### Instructions to follow
Go through the material and tally the lines containing the string "JSON". Give the total alone.

### Records provided
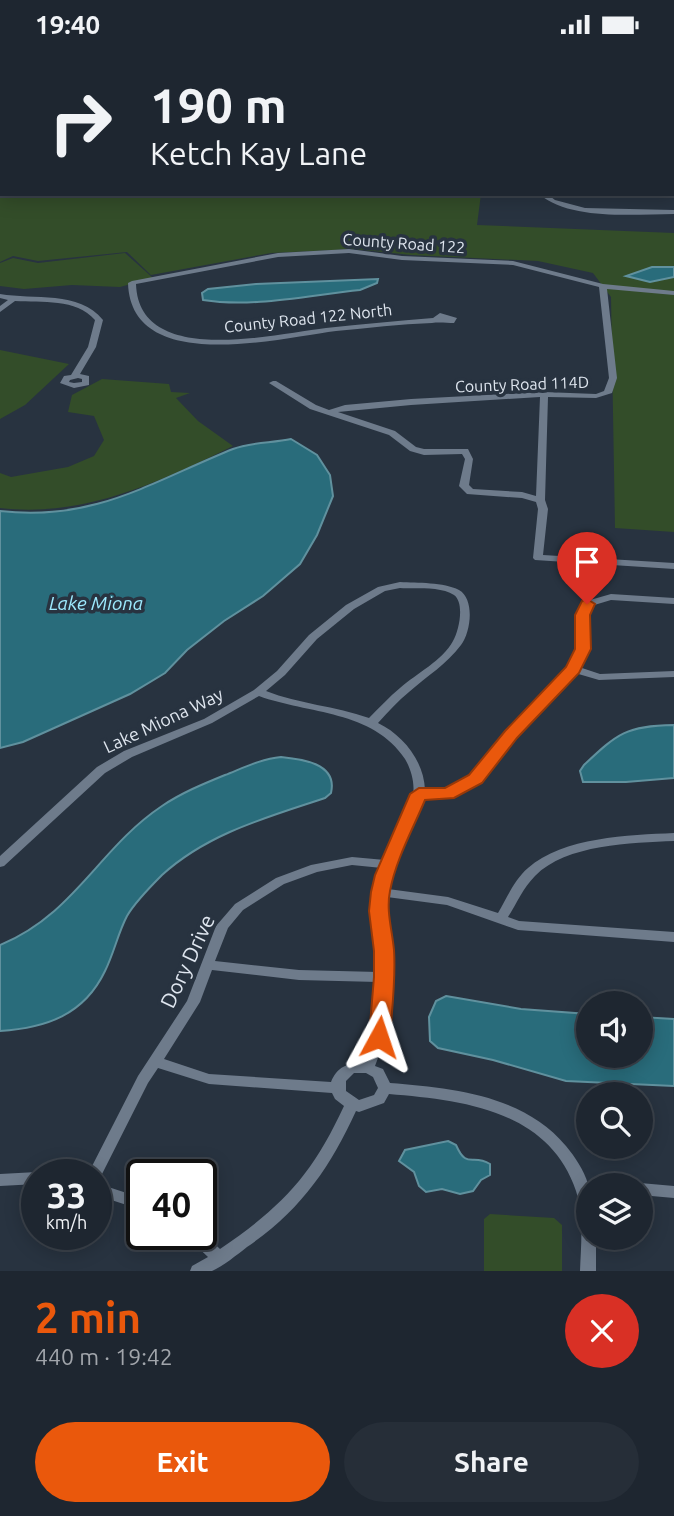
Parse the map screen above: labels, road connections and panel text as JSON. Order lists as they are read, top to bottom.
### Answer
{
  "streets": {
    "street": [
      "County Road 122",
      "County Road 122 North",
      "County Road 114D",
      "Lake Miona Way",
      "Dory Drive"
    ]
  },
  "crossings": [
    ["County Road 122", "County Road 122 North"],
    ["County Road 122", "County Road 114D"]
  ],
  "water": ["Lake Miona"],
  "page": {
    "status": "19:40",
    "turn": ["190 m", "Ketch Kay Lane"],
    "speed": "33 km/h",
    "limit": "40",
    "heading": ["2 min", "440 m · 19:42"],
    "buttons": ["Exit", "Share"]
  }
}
--
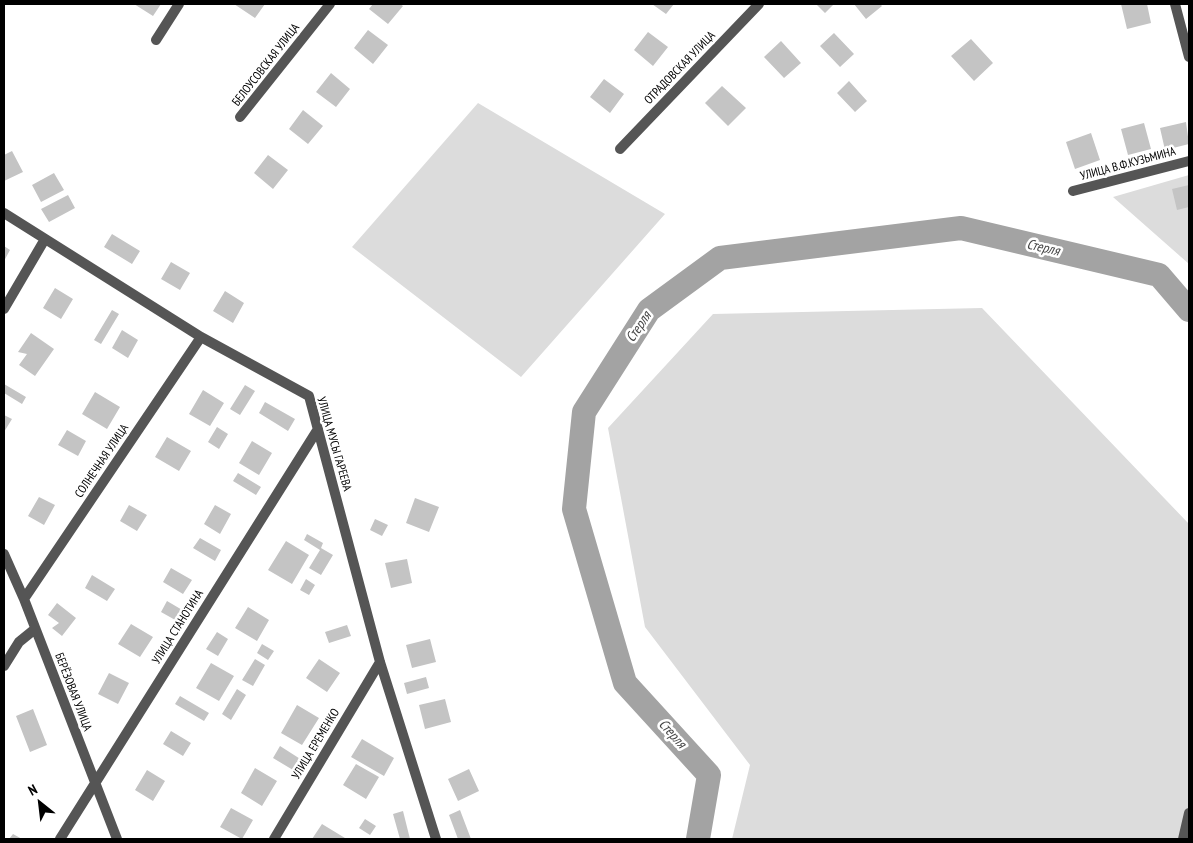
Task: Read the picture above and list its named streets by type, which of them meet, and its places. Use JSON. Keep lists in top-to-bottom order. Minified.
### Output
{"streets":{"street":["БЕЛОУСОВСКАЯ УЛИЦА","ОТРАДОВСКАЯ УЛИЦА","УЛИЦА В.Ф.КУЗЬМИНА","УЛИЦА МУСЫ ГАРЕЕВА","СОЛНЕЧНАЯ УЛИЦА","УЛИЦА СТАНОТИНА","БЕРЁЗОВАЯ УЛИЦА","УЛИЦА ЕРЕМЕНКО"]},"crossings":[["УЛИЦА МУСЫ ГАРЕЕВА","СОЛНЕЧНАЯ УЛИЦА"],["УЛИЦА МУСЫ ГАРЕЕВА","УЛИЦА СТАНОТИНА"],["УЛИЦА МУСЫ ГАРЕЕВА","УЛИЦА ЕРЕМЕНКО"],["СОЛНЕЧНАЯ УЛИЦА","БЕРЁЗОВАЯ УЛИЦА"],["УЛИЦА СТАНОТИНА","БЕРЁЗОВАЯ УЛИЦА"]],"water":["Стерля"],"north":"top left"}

### Solved exercise
2